**EXERCISE PROMPT**
Where a line of the material contains the string "align", copy that line.

**SUPPLIED MATERIAL**
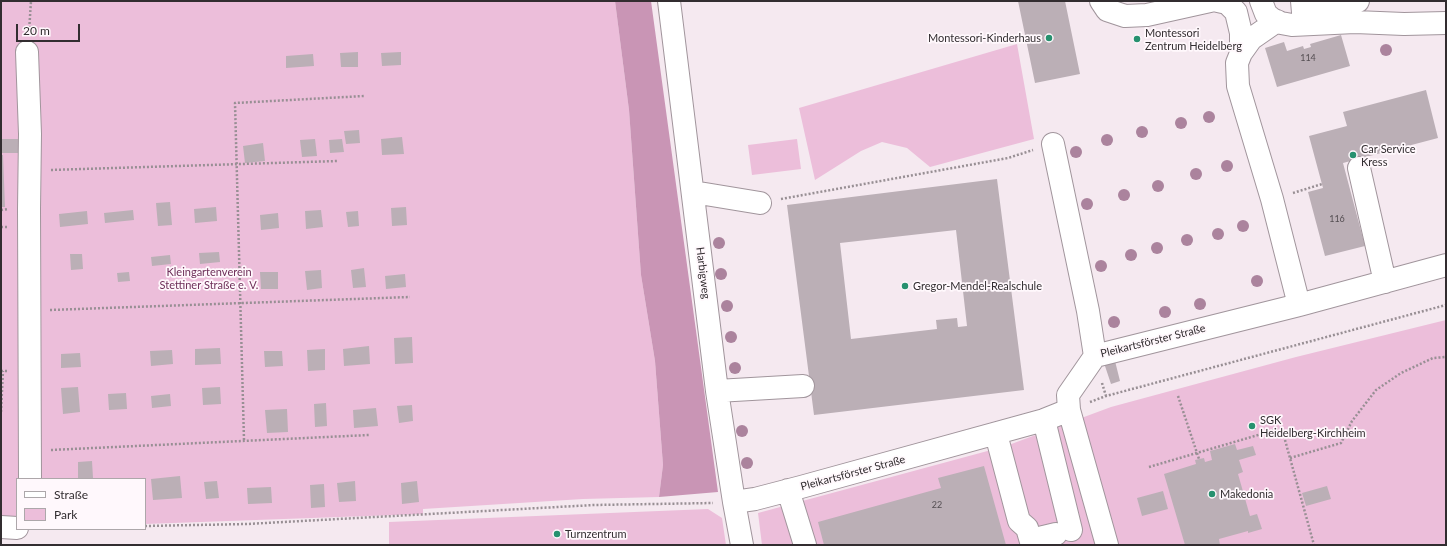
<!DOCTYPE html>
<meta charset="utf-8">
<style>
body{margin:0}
#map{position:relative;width:1447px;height:546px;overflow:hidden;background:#f5e9f0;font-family:Lato,sans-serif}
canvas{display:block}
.frame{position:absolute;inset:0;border:2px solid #322d30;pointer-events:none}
.legend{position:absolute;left:16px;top:478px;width:130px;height:52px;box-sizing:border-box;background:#fff8fc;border:1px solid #ada7aa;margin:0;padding:5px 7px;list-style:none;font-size:12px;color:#322d30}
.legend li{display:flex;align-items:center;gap:8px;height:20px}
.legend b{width:20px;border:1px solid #ada7aa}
.scale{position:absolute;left:16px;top:24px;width:64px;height:18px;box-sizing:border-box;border:2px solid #322d30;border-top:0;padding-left:5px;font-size:12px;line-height:14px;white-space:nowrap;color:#322d30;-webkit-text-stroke:3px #fff8fc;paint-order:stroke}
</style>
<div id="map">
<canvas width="1447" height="546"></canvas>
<div class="frame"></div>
<ul class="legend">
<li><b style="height:5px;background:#fff"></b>Straße</li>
<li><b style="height:11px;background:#ecbeda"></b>Park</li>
</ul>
<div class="scale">20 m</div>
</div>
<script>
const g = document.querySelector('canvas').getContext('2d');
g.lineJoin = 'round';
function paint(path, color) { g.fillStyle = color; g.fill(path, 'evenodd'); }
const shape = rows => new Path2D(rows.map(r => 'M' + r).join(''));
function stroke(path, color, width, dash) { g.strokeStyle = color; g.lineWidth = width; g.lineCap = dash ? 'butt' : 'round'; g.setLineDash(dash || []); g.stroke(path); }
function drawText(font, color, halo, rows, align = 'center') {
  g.font = font + ' Lato,sans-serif'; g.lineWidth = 3.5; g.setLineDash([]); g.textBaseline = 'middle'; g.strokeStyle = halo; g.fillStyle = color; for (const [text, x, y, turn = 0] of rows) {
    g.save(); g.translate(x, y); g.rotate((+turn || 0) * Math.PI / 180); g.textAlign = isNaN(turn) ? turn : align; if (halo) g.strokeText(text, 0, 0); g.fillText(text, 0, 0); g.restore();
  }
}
paint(shape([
 [1,1,615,1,629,110,641,275,655,361,663,465,659,497,583,499,423,509,423,514,145,524,145,479,17,479,17,528,1,527],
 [1017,44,1034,139,930,167,907,148,882,142,861,151,815,180,799,108],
 [797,139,801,169,752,175,748,145],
 [1446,320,1446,545,762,545,758,513,1006,446,1111,407,1296,357],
 [708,509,722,518,726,545,389,545,389,522]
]), '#ecbeda');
paint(shape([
 [615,1,651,1,718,492,659,497,663,465,655,361,641,275,629,110]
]), '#c995b5');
paint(shape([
 [1018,1,1065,1,1080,74,1035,83],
 [1341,35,1350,66,1277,87,1265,48,1284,42,1287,51,1303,46,1304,49,1311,47,1310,44],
 [358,52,358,67,341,67,340,53],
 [401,52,401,65,382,66,381,53],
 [313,54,314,66,286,68,286,56],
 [1426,90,1438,138,1343,163,1365,246,1325,256,1308,192,1323,188,1309,136,1347,126,1343,112],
 [359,130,360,143,346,144,344,131],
 [402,137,404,154,382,155,381,139],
 [1,139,18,139,18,153,1,153],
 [315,139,317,156,302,157,300,140],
 [342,139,344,152,330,153,329,140],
 [263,143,265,161,245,163,243,146],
 [1,155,3,155,5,207,1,207],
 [997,179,1024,390,814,415,787,205],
 [956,230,967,326,958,327,957,318,936,320,937,329,851,339,840,243],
 [170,202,172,225,158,226,156,203],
 [216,207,217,221,195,223,194,209],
 [406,207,407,225,392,226,391,208],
 [133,210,134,220,105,223,104,213],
 [321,210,323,227,306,229,305,211],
 [87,211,88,224,60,227,59,214],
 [358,211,359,226,348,227,346,212],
 [278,213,279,228,261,230,260,215],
 [219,252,220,262,200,264,199,253],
 [70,254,82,254,83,269,71,270],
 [170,255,171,264,152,266,151,257],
 [364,268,366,287,353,288,351,270],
 [321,270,322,288,307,290,305,271],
 [129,272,130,281,118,282,117,273],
 [260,272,278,272,278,289,261,289],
 [405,274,406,287,386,289,385,276],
 [412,337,413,363,395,364,394,338],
 [369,346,370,364,344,366,343,349],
 [220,348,221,364,195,365,195,349],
 [325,349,325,370,308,371,307,350],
 [172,350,173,364,151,366,150,351],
 [264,351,282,351,283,366,265,367],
 [80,353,81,367,61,368,61,354],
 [1115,361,1120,381,1111,384,1104,363],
 [78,387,80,412,63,414,61,388],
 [220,387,221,404,203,405,202,388],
 [126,393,127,409,109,410,108,394],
 [170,394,171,406,152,408,151,396],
 [326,403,327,426,315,427,314,404],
 [412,405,413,421,399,423,397,406],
 [376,408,378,426,354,428,353,410],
 [287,409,288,432,267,433,265,410],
 [1235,444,1237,450,1253,446,1256,455,1239,460,1243,472,1238,474,1250,516,1257,514,1262,529,1248,533,1248,531,1219,539,1220,545,1185,545,1164,474,1196,464,1195,460,1204,458,1205,462,1212,460,1210,451],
 [92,461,93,478,78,478,78,462],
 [984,466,1006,545,824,545,818,522,941,488,938,478],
 [180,476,182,498,153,500,151,479],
 [217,481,219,498,206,499,204,482],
 [355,481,356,501,339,502,337,483],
 [417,481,419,502,402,504,401,483],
 [324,484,325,507,311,508,310,485],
 [1327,486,1331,499,1306,506,1302,493],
 [271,487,272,503,248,504,247,488],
 [1163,491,1168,509,1142,516,1137,498]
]), '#bbafb6');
const minor = shape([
 [669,1,717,391,734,502,742,545],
 [1101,1,1107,10,1125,16,1147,15,1210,1],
 [1218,1,1227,3,1236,12,1241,33,1241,53,1237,63,1238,86,1272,199,1299,305],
 [1261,1,1266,14,1272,19,1281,23,1292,25,1355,22,1404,24,1446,23],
 [1302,1,1304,24],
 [1318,1,1321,7,1327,8,1358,1],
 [27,52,30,134,29,209,30,479],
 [1241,53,1251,39,1277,21],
 [1053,144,1088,311,1095,356],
 [1359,168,1385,282],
 [693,192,760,203],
 [717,391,803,386],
 [1069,410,1107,545],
 [1044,420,1071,530],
 [996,434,1019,521,1027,528,1032,545],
 [788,490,805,545],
 [734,502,755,499,801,487,1044,420,1069,410,1068,395,1095,356,1299,305,1446,265],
 [1,527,17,528],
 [1031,540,1056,534]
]);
stroke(minor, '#a1959c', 24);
stroke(shape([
 [29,32,31,1],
 [51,170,337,161],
 [1293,193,1322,184],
 [781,199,1008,158,1033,150],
 [1,210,8,209],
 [1,227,7,227],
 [50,310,410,297],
 [1,371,9,371],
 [1102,383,1106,396],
 [1178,396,1199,459],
 [1090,402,1106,396,1446,305],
 [1,412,3,371],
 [244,440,235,103,364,96],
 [1285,440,1314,545],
 [51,450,369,435],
 [1290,458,1341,443,1352,421,1376,390,1401,373,1433,358,1446,357],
 [1149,467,1282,428],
 [145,526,247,524,594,505,713,503]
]), '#988f94', 2.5, [2, 2]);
stroke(minor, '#fff', 22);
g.fillStyle = '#ab839d';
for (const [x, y] of [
 [1386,50],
 [1209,117],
 [1181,123],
 [1142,132],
 [1107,140],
 [1076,152],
 [1227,166],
 [1196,174],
 [1158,186],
 [1124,195],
 [1087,204],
 [1243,226],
 [1218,234],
 [1187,240],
 [719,243],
 [1157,248],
 [1131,255],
 [1101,266],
 [721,274],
 [1257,281],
 [1200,304],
 [727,306],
 [1165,312],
 [1114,322],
 [731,337],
 [735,368],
 [742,431],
 [747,463]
]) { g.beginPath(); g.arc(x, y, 6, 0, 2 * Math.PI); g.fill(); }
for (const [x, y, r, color] of [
 [1049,38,4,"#26916f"],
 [1137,39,4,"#26916f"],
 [1353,155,4,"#26916f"],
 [905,286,4,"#26916f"],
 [1252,426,4,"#26916f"],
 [1212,494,4,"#26916f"],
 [557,534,4,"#26916f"]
]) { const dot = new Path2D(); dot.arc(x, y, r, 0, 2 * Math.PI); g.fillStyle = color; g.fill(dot); stroke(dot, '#fff8fc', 1.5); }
drawText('9px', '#544e52', null, [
 ["114",1308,58],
 ["116",1337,219],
 ["22",937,505]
]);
drawText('11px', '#322d30', '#fff8fc', [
 ["Montessori",1145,33],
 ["Zentrum Heidelberg",1145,46],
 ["Montessori-Kinderhaus",1041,38,"right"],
 ["Car Service",1361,149],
 ["Kress",1361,162],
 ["Gregor-Mendel-Realschule",913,286],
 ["SGK",1260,420],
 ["Heidelberg-Kirchheim",1260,433],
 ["Makedonia",1220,494],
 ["Turnzentrum",565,534]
], 'left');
drawText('11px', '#6e2f59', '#fff8fc', [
 ["Kleingartenverein",209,272],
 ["Stettiner Straße e. V.",209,285]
]);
drawText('11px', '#322d30', '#fff8fc', [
 ["Harbigweg",703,273,83],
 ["Pleikartsförster Straße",1153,341,-14],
 ["Pleikartsförster Straße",853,473,-15]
]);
</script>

**YOUR RESPONSE**
.legend li{display:flex;align-items:center;gap:8px;height:20px}
function drawText(font, color, halo, rows, align = 'center') {
    g.save(); g.translate(x, y); g.rotate((+turn || 0) * Math.PI / 180); g.textAlign = isNaN(turn) ? turn : align; if (halo) g.strokeText(text, 0, 0); g.fillText(text, 0, 0); g.restore();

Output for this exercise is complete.